-- DATASET EXCERPTS follows --

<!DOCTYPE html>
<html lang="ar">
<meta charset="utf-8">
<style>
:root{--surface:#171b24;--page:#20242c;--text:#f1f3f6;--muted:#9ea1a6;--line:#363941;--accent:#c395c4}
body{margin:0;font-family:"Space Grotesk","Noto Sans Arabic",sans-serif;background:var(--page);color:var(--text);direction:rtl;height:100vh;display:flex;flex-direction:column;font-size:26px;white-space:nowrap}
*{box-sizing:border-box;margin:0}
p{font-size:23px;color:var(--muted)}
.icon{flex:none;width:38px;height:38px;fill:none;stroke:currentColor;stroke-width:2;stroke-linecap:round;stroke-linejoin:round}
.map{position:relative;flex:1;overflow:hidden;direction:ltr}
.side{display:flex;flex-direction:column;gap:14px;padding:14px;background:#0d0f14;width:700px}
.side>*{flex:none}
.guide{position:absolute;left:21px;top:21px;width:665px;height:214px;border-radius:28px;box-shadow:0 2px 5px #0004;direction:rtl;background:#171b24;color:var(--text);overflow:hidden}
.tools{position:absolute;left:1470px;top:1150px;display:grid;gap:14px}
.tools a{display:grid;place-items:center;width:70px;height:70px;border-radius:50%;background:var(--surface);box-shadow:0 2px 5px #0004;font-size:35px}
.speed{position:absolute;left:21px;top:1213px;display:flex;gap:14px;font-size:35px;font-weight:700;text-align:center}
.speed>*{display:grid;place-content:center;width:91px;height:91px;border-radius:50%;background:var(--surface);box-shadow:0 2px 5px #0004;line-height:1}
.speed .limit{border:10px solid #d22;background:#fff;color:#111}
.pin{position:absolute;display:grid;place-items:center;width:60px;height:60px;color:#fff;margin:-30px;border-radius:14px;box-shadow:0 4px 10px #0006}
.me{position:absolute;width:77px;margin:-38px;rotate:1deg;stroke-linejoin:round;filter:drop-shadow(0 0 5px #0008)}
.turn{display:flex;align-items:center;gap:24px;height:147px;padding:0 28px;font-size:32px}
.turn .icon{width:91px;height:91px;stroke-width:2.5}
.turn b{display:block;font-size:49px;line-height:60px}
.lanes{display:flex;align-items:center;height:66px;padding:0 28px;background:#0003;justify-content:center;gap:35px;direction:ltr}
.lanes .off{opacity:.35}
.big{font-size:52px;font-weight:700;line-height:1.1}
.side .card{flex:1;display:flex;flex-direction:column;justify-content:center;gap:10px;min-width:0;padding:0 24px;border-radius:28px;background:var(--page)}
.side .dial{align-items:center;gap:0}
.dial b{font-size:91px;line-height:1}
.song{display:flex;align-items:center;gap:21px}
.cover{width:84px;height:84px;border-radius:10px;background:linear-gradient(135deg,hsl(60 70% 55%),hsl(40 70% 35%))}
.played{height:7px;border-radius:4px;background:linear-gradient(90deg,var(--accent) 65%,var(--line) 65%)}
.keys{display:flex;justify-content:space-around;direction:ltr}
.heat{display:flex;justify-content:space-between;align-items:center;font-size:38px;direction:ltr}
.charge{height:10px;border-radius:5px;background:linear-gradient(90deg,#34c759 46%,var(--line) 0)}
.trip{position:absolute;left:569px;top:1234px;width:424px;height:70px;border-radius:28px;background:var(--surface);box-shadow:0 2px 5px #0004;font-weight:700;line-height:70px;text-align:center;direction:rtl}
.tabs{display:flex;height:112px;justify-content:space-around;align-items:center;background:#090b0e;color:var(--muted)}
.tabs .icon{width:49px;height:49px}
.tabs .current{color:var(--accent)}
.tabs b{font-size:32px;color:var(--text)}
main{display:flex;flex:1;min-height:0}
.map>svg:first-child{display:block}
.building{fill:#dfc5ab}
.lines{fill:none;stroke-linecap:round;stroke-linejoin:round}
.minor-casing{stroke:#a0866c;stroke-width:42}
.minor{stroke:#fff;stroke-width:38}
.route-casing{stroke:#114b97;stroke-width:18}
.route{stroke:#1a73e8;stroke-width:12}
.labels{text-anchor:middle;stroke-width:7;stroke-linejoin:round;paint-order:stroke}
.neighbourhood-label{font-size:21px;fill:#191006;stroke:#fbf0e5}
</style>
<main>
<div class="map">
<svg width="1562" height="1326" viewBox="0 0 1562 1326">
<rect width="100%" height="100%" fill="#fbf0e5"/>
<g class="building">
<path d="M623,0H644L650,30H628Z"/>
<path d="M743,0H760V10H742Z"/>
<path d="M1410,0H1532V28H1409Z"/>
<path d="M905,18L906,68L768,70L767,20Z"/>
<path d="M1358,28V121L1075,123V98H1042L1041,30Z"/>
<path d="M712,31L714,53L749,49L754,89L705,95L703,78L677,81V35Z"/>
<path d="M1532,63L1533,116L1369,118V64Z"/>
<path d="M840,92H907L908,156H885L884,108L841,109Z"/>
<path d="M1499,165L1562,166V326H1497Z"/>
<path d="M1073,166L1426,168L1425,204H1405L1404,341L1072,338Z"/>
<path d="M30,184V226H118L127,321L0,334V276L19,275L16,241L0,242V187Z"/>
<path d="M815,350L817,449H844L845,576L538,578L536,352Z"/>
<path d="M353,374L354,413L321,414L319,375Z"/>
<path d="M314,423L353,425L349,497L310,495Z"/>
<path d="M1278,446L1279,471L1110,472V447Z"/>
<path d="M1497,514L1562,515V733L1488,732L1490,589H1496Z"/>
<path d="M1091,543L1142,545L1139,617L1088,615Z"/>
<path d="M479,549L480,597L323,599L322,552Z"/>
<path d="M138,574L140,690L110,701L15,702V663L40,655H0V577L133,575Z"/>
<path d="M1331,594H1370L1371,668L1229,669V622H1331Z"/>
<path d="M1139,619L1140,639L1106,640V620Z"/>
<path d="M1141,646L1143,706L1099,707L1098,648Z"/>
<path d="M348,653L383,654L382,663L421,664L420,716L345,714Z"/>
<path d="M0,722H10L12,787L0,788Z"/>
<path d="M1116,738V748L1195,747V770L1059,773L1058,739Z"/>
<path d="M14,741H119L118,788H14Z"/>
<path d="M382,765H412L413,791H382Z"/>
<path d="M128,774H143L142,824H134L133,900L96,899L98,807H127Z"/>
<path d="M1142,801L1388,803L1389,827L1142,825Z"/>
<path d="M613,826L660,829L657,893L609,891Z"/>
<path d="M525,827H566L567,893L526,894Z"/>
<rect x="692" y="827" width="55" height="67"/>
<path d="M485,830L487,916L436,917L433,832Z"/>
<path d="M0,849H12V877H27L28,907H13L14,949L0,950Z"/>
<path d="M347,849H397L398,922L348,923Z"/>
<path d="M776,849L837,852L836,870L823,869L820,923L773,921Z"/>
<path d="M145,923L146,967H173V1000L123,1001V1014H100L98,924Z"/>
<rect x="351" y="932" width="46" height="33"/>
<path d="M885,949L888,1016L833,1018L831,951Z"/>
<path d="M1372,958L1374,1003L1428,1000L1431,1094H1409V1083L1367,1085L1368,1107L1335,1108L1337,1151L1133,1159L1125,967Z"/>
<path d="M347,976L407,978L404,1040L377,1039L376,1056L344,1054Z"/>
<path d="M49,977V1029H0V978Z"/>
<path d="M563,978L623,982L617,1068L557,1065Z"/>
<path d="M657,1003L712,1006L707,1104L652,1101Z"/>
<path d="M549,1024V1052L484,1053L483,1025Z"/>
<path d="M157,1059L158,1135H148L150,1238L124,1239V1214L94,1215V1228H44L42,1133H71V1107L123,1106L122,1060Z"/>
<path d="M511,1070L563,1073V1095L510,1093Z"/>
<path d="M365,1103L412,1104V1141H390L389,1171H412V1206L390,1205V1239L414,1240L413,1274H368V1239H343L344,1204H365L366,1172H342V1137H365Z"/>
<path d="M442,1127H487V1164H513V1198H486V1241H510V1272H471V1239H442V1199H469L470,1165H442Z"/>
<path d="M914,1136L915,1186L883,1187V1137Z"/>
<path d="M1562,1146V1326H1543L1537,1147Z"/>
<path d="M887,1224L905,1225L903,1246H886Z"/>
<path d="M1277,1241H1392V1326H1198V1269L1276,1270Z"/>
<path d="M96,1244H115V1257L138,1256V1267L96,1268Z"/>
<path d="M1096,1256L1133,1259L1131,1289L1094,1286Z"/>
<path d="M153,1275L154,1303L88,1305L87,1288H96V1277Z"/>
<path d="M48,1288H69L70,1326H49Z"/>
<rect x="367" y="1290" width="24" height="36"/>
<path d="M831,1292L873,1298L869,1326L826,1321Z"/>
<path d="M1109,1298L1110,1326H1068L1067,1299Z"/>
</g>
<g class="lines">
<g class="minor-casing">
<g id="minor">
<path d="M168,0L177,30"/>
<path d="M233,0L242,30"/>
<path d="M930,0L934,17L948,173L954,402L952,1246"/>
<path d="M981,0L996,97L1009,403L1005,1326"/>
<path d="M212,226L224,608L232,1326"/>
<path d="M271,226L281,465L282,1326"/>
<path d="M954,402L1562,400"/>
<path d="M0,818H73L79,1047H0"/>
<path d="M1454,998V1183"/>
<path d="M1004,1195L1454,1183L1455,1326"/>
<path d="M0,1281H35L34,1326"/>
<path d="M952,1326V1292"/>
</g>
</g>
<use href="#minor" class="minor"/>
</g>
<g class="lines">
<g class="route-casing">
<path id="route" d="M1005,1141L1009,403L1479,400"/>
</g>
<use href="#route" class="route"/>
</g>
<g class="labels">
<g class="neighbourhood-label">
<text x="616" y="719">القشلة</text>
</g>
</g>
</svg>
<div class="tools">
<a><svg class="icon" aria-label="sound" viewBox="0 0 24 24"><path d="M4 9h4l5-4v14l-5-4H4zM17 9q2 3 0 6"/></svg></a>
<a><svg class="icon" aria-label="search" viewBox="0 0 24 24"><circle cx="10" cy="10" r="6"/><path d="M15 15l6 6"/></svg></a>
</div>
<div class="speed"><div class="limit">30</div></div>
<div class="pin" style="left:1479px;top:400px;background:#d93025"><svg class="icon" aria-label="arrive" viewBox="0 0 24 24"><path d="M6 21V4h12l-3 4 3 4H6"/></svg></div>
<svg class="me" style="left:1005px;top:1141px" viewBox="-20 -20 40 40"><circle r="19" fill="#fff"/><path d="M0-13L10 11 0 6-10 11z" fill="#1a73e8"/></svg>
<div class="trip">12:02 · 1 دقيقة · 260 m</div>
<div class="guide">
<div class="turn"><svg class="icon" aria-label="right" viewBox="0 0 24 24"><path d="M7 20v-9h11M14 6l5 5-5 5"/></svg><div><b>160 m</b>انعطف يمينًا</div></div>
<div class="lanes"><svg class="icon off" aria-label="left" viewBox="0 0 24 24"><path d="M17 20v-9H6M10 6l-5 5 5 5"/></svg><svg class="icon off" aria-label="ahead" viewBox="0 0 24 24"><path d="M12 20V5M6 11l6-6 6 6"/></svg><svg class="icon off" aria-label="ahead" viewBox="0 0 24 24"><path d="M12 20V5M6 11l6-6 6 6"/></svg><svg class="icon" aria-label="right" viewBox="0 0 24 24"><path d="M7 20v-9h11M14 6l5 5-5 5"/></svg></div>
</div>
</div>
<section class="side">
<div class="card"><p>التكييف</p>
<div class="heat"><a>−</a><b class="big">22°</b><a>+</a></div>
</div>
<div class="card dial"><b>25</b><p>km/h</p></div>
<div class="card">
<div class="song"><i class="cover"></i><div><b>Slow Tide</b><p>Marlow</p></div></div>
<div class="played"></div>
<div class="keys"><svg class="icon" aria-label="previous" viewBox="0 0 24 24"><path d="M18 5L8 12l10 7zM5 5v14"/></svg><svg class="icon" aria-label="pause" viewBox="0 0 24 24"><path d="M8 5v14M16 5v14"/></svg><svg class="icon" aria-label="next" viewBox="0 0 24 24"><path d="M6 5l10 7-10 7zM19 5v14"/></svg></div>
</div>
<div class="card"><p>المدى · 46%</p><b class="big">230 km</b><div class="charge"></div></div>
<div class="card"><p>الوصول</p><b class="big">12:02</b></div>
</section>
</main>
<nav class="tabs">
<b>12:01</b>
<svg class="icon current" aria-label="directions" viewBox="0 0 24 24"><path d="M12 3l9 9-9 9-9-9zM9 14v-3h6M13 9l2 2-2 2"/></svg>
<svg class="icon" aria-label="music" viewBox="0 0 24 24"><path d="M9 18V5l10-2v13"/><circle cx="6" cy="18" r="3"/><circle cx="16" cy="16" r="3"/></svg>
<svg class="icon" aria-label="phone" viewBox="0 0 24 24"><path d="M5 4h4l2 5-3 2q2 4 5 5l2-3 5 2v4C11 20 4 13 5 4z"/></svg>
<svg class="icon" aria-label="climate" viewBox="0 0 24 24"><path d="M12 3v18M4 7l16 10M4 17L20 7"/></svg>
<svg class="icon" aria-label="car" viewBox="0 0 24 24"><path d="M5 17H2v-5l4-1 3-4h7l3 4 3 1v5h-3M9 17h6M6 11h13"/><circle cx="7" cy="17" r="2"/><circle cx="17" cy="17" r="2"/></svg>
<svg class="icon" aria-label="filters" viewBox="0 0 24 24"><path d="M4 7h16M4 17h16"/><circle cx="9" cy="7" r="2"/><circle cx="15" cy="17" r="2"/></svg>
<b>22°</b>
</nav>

-- DATASET EXCERPTS concluded --

### [WORK INSTRUCTION]
Across all lines of the data above, count those that contain the word "limit", giving the number without further comment.

### [RESULT BELOW]
2